- **WORK REQUIRED**: Output exactly the line containing "I need the bounding" and each line after it through the last line of the records, and nothing else.

- **DATA SUPPLIED**:
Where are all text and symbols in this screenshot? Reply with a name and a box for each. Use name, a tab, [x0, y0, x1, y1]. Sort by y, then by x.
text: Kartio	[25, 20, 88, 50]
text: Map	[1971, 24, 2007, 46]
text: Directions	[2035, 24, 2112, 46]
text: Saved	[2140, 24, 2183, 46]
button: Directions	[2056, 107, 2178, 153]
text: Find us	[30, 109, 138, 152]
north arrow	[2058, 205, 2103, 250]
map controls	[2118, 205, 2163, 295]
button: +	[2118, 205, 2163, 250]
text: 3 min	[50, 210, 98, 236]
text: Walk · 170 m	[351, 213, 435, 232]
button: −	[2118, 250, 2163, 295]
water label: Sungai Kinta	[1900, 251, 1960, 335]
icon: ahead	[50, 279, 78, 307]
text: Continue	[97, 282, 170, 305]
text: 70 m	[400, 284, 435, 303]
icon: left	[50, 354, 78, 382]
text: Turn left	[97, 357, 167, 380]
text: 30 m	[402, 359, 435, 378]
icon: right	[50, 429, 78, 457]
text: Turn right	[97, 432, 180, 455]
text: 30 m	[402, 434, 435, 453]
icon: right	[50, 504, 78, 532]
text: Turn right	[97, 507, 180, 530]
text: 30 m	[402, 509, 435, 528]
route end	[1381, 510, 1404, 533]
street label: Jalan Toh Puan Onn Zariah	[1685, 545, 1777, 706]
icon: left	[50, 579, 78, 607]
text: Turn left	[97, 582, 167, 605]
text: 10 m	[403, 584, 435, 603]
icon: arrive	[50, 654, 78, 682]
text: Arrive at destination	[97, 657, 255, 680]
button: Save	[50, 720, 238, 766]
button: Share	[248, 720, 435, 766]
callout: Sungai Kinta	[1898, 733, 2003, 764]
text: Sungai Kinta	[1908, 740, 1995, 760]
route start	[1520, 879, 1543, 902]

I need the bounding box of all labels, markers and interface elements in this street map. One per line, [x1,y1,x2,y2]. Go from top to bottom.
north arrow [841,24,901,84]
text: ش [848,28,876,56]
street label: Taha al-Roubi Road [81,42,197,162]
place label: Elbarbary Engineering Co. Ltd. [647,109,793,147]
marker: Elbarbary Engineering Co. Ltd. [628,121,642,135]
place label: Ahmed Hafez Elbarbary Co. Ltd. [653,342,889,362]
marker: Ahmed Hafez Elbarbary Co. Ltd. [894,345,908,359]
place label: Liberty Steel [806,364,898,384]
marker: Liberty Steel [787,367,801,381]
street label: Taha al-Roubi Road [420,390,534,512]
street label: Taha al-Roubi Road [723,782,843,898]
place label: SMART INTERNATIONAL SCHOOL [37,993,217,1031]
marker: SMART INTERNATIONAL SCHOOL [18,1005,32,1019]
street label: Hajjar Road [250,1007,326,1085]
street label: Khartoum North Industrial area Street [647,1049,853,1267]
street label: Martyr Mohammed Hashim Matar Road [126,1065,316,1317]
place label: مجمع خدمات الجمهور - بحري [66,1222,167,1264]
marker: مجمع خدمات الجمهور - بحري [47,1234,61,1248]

- **SOLVED EXERCISE**:
I need the bounding box of all labels, markers and interface elements in this street map. One per line, [x1,y1,x2,y2]. Go from top to bottom.
north arrow [841,24,901,84]
text: ش [848,28,876,56]
street label: Taha al-Roubi Road [81,42,197,162]
place label: Elbarbary Engineering Co. Ltd. [647,109,793,147]
marker: Elbarbary Engineering Co. Ltd. [628,121,642,135]
place label: Ahmed Hafez Elbarbary Co. Ltd. [653,342,889,362]
marker: Ahmed Hafez Elbarbary Co. Ltd. [894,345,908,359]
place label: Liberty Steel [806,364,898,384]
marker: Liberty Steel [787,367,801,381]
street label: Taha al-Roubi Road [420,390,534,512]
street label: Taha al-Roubi Road [723,782,843,898]
place label: SMART INTERNATIONAL SCHOOL [37,993,217,1031]
marker: SMART INTERNATIONAL SCHOOL [18,1005,32,1019]
street label: Hajjar Road [250,1007,326,1085]
street label: Khartoum North Industrial area Street [647,1049,853,1267]
street label: Martyr Mohammed Hashim Matar Road [126,1065,316,1317]
place label: مجمع خدمات الجمهور - بحري [66,1222,167,1264]
marker: مجمع خدمات الجمهور - بحري [47,1234,61,1248]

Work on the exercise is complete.